In terms of our motion, what is wrong with having an independent expert scrutinise this project in relation to sustainable modal shift and all those other issues which we have raised. I presume it is because they know that it will damage modal shift targets, our greenhouse gas targets, and that the government are not going to achieve them. We have to keep pointing out, it seems, that we have a 40 per cent reduction target here in the ACT. Given that transport contributes significantly, what are the government going to do to address this?

Also we have got our modal shift targets. What are they? What are we going to do about that? What about public transport patronage? Again, we are getting nowhere on this and we do not have any answers.

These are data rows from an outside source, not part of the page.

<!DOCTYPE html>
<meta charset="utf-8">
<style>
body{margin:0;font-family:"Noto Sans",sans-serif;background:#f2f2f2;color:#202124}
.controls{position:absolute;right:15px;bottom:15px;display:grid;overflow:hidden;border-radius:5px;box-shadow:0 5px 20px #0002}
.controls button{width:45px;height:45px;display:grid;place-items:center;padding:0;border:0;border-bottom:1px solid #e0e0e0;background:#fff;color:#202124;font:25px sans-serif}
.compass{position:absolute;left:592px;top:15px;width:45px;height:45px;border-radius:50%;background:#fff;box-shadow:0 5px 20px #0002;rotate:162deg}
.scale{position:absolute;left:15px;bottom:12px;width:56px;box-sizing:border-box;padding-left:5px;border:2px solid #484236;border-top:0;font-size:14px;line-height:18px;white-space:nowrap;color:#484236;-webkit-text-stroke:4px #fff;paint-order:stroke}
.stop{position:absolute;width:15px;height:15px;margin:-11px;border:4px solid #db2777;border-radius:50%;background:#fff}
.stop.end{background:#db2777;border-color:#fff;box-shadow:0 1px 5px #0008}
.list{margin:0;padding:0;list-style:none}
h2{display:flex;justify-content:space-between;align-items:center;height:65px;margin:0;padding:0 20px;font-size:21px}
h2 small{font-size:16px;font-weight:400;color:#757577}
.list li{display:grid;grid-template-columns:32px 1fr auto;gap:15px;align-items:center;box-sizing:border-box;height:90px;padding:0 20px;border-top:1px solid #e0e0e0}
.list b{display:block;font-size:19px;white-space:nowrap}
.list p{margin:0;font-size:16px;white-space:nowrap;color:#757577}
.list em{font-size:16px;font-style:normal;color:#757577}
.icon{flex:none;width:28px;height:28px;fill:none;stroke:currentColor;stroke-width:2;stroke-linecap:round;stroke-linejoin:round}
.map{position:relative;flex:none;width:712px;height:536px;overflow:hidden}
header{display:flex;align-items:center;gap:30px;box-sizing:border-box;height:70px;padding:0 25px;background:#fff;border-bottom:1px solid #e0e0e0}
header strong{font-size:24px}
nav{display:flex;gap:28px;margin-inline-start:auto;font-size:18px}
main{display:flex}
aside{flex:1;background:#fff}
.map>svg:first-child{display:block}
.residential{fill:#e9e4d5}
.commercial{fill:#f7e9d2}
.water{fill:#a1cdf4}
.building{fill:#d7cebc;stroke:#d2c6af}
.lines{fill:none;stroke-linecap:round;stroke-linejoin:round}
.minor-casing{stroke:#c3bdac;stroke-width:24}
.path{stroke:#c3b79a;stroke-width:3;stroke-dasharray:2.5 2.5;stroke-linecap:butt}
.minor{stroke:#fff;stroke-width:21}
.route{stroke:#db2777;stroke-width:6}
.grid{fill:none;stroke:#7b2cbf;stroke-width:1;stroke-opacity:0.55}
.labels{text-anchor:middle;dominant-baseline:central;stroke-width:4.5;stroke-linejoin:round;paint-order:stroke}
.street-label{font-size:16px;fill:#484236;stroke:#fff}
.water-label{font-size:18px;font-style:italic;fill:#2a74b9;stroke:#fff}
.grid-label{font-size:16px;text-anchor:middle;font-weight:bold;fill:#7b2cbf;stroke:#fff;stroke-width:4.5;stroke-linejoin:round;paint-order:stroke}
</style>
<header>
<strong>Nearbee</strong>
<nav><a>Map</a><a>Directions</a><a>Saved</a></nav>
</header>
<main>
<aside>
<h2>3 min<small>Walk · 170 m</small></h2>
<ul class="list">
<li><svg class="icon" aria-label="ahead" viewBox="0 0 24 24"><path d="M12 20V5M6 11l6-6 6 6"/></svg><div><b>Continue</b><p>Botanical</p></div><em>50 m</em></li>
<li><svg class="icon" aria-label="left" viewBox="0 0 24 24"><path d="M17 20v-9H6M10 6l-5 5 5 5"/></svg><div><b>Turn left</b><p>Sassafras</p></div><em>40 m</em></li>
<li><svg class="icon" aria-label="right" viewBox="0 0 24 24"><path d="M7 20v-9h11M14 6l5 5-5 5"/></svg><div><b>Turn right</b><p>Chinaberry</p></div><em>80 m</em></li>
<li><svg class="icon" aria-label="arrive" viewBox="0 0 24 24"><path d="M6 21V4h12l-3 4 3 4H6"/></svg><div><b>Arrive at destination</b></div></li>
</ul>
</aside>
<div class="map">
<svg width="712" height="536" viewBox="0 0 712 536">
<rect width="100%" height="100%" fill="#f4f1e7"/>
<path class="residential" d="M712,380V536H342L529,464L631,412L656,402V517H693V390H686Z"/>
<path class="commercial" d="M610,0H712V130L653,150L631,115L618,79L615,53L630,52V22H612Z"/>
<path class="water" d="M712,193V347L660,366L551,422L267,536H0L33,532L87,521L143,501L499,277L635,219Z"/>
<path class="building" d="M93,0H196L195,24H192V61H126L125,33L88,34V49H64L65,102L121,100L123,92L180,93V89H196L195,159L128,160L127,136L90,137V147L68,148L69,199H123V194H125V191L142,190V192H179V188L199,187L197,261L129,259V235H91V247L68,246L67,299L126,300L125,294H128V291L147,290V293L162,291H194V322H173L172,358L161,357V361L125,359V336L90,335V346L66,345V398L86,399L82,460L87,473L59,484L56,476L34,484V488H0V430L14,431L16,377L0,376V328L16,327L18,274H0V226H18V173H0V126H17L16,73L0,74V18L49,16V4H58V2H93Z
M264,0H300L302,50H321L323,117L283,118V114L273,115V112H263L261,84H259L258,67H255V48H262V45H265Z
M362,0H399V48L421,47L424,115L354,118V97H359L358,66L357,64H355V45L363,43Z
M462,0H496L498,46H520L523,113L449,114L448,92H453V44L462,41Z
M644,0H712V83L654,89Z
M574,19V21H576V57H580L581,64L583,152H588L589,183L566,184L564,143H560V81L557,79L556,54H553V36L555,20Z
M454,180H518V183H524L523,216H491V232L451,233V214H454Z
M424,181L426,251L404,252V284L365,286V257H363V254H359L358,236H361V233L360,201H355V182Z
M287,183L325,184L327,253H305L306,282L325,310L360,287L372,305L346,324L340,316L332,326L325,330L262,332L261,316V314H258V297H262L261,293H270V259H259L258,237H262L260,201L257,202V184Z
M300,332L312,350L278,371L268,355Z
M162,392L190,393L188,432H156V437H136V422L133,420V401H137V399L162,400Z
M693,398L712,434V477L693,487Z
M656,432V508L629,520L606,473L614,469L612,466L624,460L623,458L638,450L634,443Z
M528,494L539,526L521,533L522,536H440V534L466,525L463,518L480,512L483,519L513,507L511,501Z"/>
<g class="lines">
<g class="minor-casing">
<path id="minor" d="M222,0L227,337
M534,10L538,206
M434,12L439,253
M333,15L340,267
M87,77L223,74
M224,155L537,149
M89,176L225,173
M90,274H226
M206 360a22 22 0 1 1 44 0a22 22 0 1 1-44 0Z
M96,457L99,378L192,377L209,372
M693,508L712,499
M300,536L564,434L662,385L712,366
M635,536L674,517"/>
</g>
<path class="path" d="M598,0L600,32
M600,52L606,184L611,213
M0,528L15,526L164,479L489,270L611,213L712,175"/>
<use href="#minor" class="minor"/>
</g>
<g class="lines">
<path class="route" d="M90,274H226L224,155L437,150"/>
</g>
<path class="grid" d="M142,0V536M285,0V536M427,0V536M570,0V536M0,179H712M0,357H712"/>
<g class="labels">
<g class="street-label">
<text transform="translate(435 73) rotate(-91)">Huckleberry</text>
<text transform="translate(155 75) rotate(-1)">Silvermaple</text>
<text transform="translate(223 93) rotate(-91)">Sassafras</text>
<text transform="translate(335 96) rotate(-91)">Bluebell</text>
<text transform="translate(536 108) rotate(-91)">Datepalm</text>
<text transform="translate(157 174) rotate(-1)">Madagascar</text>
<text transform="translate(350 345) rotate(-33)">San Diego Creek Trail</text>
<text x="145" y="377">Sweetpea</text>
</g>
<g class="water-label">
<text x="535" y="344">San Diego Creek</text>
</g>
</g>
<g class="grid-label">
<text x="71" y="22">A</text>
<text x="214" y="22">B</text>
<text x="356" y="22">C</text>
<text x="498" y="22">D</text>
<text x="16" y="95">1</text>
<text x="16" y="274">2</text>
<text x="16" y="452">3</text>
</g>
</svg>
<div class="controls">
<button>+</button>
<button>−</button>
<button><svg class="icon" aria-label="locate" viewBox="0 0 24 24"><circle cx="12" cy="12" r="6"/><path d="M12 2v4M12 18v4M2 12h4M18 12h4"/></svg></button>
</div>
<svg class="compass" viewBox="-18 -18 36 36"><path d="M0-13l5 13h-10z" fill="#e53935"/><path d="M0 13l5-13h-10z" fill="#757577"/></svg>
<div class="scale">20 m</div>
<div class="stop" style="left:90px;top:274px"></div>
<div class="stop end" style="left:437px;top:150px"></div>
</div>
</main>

I want to go to one of those reports. I mentioned we have had a number of reports. We had the Infrastructure Australia bid from the ACT government on light rail, which Mr Rattenbury mentioned. What has happened to that bid? Is the government going to promote that as a key bid, as something that it sees as a priority? Again, we will not hold our breath on that.

Mr Corbell mentioned the Gold Coast light rail proposal. What a shame that the ACT government did not see fit to lobby for the ACT light rail bid for us to have that sort of system here in the ACT.

Let me go to Mr Coe. Again we see repeatedly from Mr Coe that he does not listen to what we say or does not appear to have read the motion. What the Greens have said—and I will repeat it again; it has been repeated a number of times today—is that we do not believe that spending $144 million of taxpayer funding with no scrutiny on a highway is appropriate. We have agreed that upgrades are required around safety and addressing bottlenecks and peaks.

Mr Coe and Mr Hanson dragged out the usual rhetoric of the anti-car Greens. What a surprise! Forcing families—and this is a point we make—to have to have more than one car and giving them no other option than to drive to work or school increases significantly the costs for families, particularly those living in outer suburbs. Mr Coe just uses the usual lines rather than saying how he and the Canberra Liberals propose to address congestion in the future and population growth. As always, it is a policy-free zone. Let us hear the Canberra Liberals’ policies on public transport and sustainable transport.